• **Listed entries**:

►

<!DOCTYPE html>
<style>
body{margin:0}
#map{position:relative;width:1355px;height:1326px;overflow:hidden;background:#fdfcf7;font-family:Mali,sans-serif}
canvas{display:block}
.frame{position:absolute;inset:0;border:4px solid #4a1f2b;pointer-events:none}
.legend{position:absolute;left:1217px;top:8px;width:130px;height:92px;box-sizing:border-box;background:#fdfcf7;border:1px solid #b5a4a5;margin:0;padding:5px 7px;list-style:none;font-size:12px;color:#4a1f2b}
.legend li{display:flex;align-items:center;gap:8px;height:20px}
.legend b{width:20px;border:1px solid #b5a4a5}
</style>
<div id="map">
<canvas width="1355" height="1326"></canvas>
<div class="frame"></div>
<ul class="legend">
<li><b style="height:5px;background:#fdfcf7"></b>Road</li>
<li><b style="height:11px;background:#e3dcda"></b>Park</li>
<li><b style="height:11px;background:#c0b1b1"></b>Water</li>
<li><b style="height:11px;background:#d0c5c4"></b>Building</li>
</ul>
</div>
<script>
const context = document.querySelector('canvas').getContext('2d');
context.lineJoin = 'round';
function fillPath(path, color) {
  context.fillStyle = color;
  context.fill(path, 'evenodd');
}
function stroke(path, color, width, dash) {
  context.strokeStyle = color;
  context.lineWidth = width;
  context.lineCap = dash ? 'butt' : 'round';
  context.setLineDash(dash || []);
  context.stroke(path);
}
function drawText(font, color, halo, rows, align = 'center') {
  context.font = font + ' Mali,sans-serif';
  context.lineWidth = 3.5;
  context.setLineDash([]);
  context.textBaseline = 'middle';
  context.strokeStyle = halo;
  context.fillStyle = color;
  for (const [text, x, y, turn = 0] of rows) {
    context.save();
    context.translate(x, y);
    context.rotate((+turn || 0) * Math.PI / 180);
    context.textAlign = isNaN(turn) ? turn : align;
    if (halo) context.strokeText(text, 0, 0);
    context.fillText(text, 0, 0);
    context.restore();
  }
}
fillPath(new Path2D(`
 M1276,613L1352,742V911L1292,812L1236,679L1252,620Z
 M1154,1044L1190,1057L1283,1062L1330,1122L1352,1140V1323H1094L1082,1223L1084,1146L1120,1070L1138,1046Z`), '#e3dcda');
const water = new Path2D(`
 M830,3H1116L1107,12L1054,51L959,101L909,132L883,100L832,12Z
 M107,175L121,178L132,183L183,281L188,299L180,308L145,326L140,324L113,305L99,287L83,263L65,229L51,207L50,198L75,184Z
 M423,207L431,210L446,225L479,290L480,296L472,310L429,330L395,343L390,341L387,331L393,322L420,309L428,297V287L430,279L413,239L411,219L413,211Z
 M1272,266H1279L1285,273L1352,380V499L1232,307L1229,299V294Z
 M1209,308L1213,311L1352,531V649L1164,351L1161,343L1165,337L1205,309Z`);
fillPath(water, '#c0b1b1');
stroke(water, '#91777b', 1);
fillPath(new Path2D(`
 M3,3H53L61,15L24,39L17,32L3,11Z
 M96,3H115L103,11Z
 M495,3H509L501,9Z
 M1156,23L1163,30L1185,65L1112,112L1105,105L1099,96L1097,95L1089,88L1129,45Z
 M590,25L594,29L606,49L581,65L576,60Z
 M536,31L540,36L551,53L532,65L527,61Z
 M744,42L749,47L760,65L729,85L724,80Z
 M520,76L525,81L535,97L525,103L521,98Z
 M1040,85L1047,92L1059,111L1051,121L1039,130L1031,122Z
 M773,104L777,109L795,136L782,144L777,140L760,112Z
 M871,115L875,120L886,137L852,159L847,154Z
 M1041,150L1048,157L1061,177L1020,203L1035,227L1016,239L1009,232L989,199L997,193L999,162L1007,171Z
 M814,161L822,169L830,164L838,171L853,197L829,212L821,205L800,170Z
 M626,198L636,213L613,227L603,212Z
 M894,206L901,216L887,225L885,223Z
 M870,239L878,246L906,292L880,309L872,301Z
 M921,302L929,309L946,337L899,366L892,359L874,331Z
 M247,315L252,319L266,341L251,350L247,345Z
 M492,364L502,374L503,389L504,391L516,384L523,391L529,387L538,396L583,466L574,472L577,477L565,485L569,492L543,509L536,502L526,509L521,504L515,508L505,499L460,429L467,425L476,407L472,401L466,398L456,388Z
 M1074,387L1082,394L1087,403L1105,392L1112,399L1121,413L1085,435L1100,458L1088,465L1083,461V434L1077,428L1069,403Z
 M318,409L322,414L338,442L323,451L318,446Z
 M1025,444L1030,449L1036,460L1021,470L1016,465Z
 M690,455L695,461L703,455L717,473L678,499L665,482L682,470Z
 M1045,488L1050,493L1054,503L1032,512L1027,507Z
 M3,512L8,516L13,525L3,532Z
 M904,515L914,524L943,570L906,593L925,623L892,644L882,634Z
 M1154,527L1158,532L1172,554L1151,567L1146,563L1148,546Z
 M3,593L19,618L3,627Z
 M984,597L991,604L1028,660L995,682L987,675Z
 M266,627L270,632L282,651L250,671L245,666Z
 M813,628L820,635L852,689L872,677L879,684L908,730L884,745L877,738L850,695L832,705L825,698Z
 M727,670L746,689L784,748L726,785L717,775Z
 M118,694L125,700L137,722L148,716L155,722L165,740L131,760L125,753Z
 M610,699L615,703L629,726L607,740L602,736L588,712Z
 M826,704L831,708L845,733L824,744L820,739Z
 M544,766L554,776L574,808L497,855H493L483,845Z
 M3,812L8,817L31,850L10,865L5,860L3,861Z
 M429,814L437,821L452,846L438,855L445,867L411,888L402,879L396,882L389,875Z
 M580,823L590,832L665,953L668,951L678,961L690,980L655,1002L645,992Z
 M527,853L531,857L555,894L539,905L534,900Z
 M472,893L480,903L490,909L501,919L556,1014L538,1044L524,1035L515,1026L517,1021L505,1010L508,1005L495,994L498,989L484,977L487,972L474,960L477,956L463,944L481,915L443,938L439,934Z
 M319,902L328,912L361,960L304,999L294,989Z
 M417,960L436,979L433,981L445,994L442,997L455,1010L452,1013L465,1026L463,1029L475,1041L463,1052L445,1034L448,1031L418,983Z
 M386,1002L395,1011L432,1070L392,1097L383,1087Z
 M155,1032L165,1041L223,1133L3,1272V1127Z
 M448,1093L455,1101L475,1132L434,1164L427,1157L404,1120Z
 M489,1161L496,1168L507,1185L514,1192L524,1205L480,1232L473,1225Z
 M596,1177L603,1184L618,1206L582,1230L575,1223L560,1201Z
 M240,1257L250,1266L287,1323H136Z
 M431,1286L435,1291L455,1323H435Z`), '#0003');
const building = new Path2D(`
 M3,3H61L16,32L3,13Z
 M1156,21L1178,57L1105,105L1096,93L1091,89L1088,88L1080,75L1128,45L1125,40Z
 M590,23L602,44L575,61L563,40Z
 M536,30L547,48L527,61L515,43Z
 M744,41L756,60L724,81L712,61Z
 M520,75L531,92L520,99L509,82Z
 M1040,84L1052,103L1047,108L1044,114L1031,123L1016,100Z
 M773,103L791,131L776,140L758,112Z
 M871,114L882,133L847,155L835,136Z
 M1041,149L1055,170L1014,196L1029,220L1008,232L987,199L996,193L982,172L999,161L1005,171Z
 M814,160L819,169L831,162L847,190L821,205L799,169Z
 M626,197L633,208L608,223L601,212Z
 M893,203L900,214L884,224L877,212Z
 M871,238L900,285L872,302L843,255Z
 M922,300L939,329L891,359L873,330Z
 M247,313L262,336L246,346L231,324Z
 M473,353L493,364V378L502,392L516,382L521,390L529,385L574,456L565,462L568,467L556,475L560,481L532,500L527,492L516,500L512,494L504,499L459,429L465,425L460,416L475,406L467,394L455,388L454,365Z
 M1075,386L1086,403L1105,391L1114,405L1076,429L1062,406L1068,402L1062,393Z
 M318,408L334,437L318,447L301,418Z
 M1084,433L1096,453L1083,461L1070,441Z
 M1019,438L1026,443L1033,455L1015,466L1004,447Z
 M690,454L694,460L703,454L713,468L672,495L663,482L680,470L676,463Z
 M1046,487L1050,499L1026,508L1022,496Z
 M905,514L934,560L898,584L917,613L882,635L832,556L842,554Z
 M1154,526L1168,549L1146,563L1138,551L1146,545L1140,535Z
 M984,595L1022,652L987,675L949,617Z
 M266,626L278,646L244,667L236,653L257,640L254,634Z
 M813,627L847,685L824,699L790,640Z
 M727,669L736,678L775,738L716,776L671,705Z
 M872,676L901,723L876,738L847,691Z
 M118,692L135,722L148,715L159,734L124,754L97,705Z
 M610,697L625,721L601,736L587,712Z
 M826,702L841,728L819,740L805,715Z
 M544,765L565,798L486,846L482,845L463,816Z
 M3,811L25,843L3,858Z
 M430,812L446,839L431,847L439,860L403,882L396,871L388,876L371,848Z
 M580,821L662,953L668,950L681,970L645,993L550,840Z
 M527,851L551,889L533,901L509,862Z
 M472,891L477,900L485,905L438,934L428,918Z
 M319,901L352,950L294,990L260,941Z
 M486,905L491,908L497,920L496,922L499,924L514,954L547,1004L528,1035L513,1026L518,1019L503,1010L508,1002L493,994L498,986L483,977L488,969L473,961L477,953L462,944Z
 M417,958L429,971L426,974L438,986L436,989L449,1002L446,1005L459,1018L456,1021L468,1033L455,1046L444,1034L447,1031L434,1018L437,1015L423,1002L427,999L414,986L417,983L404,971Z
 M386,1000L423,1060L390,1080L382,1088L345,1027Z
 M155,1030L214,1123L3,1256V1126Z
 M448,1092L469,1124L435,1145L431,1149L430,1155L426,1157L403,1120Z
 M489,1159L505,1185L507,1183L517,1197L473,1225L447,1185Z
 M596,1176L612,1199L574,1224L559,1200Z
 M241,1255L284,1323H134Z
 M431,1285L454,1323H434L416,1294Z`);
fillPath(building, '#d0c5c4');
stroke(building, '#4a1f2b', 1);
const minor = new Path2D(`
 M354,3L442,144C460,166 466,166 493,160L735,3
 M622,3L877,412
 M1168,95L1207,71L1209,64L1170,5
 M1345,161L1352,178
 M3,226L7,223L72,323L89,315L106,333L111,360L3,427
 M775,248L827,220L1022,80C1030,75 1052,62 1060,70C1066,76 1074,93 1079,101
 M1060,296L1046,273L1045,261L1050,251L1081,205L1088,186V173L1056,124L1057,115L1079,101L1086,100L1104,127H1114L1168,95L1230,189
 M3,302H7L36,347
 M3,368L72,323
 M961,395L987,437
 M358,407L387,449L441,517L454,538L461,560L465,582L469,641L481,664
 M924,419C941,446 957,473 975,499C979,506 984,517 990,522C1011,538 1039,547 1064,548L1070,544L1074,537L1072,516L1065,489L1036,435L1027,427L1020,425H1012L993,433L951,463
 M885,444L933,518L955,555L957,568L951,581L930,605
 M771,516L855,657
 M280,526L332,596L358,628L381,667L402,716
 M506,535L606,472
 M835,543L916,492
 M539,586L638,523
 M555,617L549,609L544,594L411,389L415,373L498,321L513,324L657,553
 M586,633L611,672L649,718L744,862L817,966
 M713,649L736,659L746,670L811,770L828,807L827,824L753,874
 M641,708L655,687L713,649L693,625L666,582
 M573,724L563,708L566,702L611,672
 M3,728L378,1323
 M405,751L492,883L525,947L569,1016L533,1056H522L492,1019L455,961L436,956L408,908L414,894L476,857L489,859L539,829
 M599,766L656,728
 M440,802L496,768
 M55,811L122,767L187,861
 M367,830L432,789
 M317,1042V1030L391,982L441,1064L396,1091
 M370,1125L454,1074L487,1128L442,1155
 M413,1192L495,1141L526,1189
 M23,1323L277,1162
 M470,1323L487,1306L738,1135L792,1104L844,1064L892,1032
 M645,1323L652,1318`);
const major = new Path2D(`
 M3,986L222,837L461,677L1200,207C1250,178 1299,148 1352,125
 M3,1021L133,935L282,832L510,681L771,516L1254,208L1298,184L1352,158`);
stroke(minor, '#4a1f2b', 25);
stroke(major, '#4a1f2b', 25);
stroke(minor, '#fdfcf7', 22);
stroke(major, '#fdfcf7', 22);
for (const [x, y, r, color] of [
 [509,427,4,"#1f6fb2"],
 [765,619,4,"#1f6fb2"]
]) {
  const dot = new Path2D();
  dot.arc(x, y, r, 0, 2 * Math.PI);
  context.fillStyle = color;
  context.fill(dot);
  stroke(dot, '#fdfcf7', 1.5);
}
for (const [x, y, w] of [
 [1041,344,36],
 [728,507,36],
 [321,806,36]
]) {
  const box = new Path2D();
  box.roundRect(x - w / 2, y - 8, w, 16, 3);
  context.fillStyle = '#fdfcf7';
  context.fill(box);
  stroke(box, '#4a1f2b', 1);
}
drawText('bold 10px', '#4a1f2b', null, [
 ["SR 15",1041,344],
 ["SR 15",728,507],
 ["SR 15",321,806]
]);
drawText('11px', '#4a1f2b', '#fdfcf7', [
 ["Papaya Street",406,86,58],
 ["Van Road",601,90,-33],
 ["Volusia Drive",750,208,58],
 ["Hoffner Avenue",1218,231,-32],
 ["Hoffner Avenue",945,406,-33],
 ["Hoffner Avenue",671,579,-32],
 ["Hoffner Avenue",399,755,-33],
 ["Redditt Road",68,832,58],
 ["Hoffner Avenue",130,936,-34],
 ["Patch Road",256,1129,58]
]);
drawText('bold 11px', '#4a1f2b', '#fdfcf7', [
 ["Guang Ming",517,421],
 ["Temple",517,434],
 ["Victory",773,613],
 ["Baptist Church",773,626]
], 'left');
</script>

◄

• **Task directions**:
Would you filter the entries above and keep each line that has the word "align"?

• **Your response**:
.legend li{display:flex;align-items:center;gap:8px;height:20px}
function drawText(font, color, halo, rows, align = 'center') {
    context.textAlign = isNaN(turn) ? turn : align;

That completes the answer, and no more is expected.